Un grupo de activistas británicos conocido como 'Everyone Hates Elon' ha dado de qué hablar tras colgar una imagen en el Museo del Louvre de París. Esta fotografía representa la detención de Andrew Mountbatten-Windsor, quien fue arrestado recientemente por presunto abuso de poder mientras ocupaba un cargo público. El evento duró solo 15 minutos, durante los cuales la famosa pintura de la Gioconda y la escultura de la Venus de Milo se vieron acompañadas por esta joven figura de la realeza británica.
La intención del grupo al exhibir la imagen era ilustrar cómo será recordado Mountbatten-Windsor por el público. En su actuación, colocaron un rótulo que decía "Ahora sí suda", en alusión a una polémica entrevista que el ex príncipe ofreció en 2019 en el programa 'Newsnight'. En dicha entrevista, Mountbatten-Windsor se defendió de acusaciones realizadas por Virginia Giuffre, quien alegó que él había tenido relaciones sexuales con ella cuando era menor de edad y víctima de tráfico humano. Él negó que esto fuera cierto, arguyendo que no podía sudar, lo que ha sido ampliamente criticado desde entonces.

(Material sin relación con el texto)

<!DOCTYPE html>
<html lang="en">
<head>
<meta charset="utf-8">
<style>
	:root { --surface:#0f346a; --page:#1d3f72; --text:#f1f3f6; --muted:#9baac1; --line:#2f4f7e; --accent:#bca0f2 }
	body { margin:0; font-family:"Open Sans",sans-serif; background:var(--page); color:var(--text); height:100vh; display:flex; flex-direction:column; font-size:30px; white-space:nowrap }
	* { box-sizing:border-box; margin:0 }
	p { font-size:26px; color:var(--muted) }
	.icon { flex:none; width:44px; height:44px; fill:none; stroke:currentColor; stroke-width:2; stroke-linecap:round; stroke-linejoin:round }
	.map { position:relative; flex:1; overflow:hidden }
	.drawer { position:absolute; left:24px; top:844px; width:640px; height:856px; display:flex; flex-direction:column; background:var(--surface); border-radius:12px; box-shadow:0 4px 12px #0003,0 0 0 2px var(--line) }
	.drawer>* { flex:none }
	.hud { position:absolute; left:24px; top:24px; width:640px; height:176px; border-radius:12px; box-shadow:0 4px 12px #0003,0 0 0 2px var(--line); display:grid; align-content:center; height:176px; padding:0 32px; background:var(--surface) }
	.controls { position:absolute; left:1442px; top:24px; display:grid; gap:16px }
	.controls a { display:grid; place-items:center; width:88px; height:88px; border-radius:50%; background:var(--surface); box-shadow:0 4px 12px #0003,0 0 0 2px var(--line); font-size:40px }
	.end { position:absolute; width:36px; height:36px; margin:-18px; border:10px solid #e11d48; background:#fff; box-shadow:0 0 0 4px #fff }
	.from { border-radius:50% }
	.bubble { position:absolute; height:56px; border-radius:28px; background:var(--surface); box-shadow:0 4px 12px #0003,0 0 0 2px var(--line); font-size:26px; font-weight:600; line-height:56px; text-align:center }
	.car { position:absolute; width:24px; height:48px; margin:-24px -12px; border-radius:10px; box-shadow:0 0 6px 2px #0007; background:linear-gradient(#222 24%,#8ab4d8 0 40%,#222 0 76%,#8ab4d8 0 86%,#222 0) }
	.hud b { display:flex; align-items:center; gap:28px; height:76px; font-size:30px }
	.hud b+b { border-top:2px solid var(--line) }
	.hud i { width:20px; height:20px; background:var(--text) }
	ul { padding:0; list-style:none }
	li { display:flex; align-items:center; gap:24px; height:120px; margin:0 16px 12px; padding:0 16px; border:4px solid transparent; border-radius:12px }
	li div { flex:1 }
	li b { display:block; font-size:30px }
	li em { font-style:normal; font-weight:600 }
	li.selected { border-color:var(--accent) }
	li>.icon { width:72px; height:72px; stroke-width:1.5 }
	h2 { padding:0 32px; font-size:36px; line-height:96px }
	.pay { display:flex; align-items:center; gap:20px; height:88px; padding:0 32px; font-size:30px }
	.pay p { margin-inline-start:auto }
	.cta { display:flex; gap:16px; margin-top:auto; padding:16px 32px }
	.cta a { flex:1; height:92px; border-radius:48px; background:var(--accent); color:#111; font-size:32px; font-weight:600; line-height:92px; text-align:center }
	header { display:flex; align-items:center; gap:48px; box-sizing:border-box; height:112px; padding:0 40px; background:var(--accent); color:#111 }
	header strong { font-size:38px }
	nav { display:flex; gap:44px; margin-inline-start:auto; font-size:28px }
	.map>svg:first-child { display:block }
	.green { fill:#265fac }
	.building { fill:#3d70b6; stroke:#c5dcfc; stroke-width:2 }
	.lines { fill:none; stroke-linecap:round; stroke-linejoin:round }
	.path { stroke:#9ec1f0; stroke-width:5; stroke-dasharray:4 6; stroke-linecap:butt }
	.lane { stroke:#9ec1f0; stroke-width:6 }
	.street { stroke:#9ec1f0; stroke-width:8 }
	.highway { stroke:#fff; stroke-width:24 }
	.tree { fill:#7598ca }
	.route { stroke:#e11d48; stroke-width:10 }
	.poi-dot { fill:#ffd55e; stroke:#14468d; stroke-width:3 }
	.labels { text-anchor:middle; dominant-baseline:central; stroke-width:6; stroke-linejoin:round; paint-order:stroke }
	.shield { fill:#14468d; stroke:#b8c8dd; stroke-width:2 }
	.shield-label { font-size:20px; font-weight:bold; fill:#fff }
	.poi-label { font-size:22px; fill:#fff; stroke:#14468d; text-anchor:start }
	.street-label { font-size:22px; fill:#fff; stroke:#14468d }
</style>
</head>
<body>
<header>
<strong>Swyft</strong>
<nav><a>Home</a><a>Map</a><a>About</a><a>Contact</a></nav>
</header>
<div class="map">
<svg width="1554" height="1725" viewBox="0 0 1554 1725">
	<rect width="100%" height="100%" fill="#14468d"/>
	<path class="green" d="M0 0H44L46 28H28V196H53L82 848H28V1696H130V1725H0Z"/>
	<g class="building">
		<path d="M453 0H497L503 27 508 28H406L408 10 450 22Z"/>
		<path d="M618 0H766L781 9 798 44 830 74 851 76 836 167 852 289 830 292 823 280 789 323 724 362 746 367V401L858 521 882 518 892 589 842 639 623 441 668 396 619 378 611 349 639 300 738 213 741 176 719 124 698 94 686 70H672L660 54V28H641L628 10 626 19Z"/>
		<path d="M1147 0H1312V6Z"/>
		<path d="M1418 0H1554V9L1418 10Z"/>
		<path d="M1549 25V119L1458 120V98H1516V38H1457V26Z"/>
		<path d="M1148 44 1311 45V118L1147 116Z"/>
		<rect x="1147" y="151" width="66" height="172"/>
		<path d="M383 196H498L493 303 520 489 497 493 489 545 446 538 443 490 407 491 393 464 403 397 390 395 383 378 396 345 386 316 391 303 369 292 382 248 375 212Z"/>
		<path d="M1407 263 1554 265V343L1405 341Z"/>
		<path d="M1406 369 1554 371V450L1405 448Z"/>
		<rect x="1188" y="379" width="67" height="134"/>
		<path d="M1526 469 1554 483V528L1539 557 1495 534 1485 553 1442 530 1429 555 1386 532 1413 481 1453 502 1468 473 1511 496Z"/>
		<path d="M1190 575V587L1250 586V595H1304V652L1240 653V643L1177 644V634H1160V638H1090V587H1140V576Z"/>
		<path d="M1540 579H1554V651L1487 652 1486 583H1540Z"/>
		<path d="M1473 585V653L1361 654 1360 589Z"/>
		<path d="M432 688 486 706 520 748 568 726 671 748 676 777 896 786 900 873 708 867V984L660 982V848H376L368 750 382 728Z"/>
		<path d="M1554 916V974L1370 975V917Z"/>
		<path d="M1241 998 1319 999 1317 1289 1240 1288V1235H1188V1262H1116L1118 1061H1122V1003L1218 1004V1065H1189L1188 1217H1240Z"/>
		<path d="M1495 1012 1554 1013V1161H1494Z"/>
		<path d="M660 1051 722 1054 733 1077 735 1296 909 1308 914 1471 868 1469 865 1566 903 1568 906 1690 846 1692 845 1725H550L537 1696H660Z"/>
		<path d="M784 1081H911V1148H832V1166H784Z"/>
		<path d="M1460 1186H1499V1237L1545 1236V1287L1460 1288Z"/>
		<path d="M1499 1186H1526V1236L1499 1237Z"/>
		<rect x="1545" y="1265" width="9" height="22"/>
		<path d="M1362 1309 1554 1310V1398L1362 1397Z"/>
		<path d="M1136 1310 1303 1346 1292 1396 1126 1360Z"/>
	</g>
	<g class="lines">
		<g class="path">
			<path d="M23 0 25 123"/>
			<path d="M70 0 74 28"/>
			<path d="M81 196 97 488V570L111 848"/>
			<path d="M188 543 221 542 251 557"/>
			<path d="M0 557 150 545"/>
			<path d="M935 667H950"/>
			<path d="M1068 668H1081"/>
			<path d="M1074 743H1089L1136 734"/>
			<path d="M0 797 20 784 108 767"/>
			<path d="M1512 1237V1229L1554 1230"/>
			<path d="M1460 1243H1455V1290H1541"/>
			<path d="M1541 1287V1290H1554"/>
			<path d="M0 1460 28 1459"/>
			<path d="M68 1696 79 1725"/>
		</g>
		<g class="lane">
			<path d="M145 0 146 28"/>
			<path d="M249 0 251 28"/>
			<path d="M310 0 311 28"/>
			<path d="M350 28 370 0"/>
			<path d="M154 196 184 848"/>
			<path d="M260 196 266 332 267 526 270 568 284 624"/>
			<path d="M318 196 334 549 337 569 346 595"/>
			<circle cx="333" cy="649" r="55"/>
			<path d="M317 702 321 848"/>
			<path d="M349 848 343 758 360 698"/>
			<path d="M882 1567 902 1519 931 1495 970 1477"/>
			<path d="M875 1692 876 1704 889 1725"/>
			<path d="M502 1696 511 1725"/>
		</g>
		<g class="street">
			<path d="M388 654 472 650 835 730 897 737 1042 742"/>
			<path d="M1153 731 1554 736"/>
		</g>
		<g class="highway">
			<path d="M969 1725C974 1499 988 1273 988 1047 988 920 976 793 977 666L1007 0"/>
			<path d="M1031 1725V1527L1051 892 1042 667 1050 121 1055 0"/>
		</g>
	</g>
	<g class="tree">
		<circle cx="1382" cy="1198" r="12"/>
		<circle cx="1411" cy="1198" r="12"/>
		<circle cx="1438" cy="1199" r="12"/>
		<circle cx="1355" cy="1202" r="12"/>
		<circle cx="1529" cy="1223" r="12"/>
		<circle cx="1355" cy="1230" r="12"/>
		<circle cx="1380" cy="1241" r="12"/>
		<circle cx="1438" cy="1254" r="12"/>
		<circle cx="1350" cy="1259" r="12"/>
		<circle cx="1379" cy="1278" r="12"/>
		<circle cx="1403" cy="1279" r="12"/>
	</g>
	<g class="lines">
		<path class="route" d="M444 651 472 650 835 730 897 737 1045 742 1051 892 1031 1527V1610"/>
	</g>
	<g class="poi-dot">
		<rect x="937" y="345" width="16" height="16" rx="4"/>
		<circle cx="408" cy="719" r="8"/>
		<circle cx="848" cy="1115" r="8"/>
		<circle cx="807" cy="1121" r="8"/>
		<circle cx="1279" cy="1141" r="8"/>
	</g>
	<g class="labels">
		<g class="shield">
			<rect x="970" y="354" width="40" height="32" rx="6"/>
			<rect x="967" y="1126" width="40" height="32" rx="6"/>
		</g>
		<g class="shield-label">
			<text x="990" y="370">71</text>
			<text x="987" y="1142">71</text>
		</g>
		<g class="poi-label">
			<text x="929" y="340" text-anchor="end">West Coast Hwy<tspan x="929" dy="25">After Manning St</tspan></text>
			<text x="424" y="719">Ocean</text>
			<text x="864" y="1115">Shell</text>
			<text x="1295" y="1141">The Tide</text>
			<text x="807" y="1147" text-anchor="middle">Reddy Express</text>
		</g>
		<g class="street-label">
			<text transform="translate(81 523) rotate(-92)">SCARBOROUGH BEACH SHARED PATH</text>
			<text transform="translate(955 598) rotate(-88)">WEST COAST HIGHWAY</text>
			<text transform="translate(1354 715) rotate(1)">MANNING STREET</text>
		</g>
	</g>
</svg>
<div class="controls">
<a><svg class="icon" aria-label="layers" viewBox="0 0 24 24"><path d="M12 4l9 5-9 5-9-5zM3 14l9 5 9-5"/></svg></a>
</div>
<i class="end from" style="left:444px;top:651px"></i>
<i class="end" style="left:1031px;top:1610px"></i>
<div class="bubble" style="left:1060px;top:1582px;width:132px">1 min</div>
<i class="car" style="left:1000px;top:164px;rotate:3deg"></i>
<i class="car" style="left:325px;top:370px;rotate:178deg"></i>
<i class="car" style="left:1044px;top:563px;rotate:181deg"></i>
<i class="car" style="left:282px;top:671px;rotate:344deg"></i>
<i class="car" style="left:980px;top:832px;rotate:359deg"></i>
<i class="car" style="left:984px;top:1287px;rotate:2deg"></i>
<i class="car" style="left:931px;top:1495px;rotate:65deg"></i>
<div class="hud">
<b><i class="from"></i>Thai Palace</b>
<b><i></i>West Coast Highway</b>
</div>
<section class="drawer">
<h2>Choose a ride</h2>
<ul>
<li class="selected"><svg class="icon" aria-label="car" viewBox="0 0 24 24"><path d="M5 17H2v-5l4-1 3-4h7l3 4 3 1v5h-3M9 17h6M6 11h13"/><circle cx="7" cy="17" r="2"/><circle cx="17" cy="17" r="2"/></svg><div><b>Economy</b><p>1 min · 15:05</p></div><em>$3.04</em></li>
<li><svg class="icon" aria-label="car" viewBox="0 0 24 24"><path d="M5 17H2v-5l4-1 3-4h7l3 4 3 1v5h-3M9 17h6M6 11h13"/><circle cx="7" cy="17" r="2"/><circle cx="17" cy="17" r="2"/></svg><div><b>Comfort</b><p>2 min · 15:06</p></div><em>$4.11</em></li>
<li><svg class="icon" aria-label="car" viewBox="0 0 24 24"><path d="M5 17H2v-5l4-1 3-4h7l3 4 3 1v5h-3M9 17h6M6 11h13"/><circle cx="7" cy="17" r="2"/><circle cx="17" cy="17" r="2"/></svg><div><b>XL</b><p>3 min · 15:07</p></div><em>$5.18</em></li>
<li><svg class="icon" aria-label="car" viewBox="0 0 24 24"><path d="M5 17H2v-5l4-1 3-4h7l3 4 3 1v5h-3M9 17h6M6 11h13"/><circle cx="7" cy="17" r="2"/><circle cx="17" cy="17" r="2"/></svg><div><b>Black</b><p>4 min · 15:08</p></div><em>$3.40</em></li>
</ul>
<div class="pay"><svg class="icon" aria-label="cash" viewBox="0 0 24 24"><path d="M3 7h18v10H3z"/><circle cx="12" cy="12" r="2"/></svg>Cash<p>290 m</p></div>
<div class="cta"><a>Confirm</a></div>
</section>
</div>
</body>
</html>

La imagen específica mostraba a Mountbatten-Windsor salido de una comisaría de Norfolk, hundido en el asiento de un automóvil, horas después de su arresto el 19 de febrero. Su detención se produjo por sospechas de mala conducta en su desempeño como funcionario público. Este hecho marca la primera vez que un miembro de la realeza británica es arrestado desde 1647, cuando lo hizo el rey Carlos I.
El grupo 'Everyone Hates Elon' también difundió un video en Instagram donde se les ve colgando la foto, con un mensaje que resumía su acción: "Dicen 'colgadlo en el Louvre'. Así que eso hicimos". Esta manifestación busca una mayor conciencia sobre las víctimas de abusos por parte de figuras poderosas, particularmente aquellas relacionadas con Jeffrey Epstein, quien fue un conocido pederasta que tenía conexiones con muchas personalidades influyentes.
En su comunicado, el grupo enfatiza la importancia de recordar a las víctimas y la necesidad de justicia, afirmando: "Pensamos que podríamos mostrar al ex príncipe Andrés cómo le recordarán en el futuro colocando esta icónica foto de su detención en el Louvre". De esta manera, se espera que el acto tenga un impacto más amplio y que sirva para abrir un debate sobre la justicia y las consecuencias que deben enfrentar los que abusan de su poder.
Sin embargo, la dirección del Louvre tomó la decisión de retirar la imagen solo 15 minutos después de que fuera colgada, demostrando la rapidez con la que el museo actúa para proteger su reputación y evitar el uso del espacio para fines políticos o activistas. A pesar de su corta duración, la acción ha causado un gran revuelo y ha puesto de manifiesto las controversias que rodean la figura de Mountbatten-Windsor.
Mountbatten-Windsor ha continuado negando cualquier irregularidad en relación a estas acusaciones. A pesar de su controvertida situación, sigue siendo el octavo en la línea de sucesión al trono británico. Recientemente, se ha informado que el gobierno liderado por Sir Keir Starmer está considerando una ley que podría excluirlo de esta línea de sucesión, buscando así reducir su posibilidad de llegar a ser rey. Este desarrollo solo añade más tensión a una situación ya de por sí complicada.